Longley v. State Employees Retirement Commission

887 A.2d 904, 92 Conn. App. 712, 2005 Conn. App. LEXIS 540
CourtConnecticut Appellate Court
DecidedDecember 27, 2005
DocketAC 26186
StatusPublished
Cited by3 cases

This text of 887 A.2d 904 (Longley v. State Employees Retirement Commission) is published on Counsel Stack Legal Research, covering Connecticut Appellate Court primary law. Counsel Stack provides free access to over 12 million legal documents including statutes, case law, regulations, and constitutions.

Bluebook
Longley v. State Employees Retirement Commission, 887 A.2d 904, 92 Conn. App. 712, 2005 Conn. App. LEXIS 540 (Colo. Ct. App. 2005).

Opinion

Opinion

PETERS, J.

This is a case of statutory inteipretation. In a series of interlocking statutes, our legislature has recognized that, at the time of their retirement from state service, state employees are entitled to compensation for accrued, unused vacation time and to longevity payments. In this case, we must decide in what manner the legislature intended these entitlements to be reflected in retirement income.

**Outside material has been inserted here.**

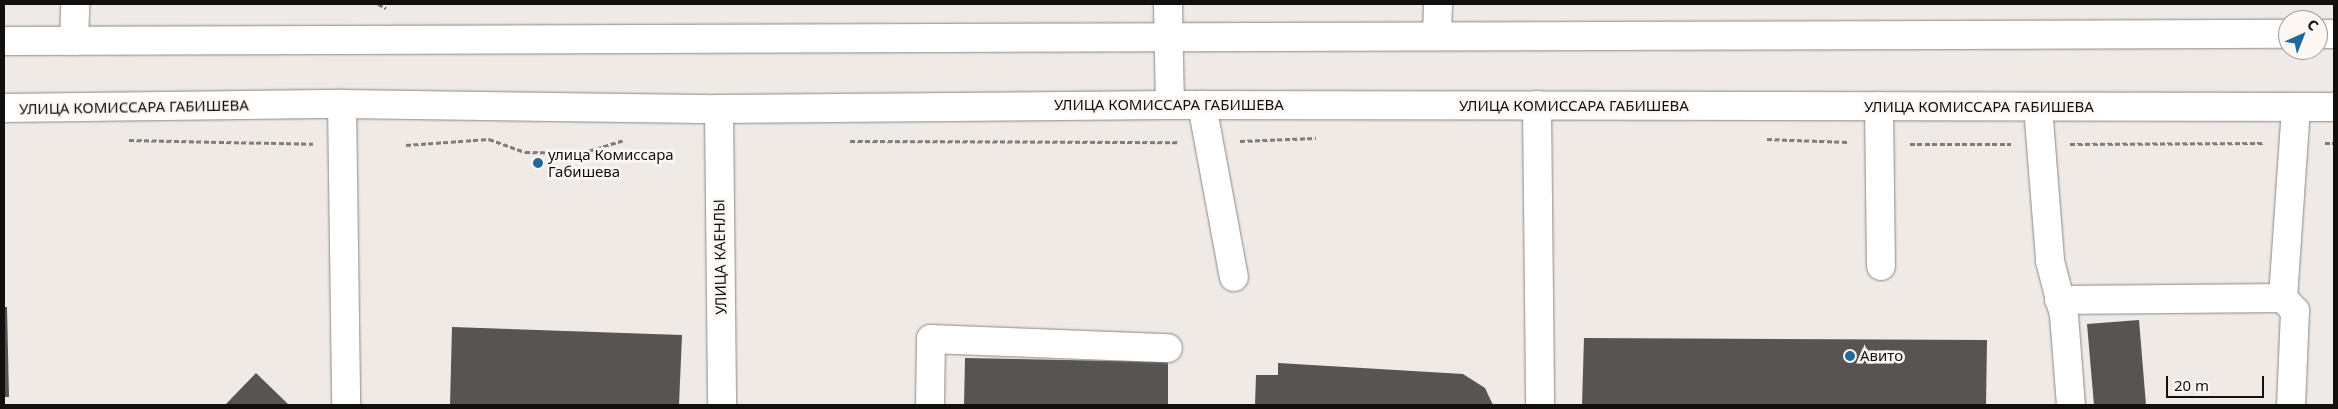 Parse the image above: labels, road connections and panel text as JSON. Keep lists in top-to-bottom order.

*714 General Statutes § 5-162 (a), a portion of the State Employees Retirement Act, provides that “[t]he retirement income for which a member is eligible shall be determined from his retirement date, years of state service and base salary . ...” As defined by General Statutes § 5-162 (b) (2), “base salary” is the average annual salary received by a retiree for his three highest-paid years of state service. 1 Annual salary is defined by General Statutes § 5-154 (h) as any payment for state service, including longevity payments and payments for accrued vacation time. 2 “ ‘[SJtate service’ includes a period equivalent to accrued vacation time for which payment is made under section 5-252.” General Statutes § 5-154 (m) (6). 3

The issue in this case is whether, in the calculation of retirement income, accrued vacation time and longevity payments should be counted as additions to “state service” or as additions to “base salary.” The trial court agreed with the defendant state employees retirement commission (commission) that they should be deemed to be additions to state service. We disagree. Accordingly, we reverse the judgment of the trial court.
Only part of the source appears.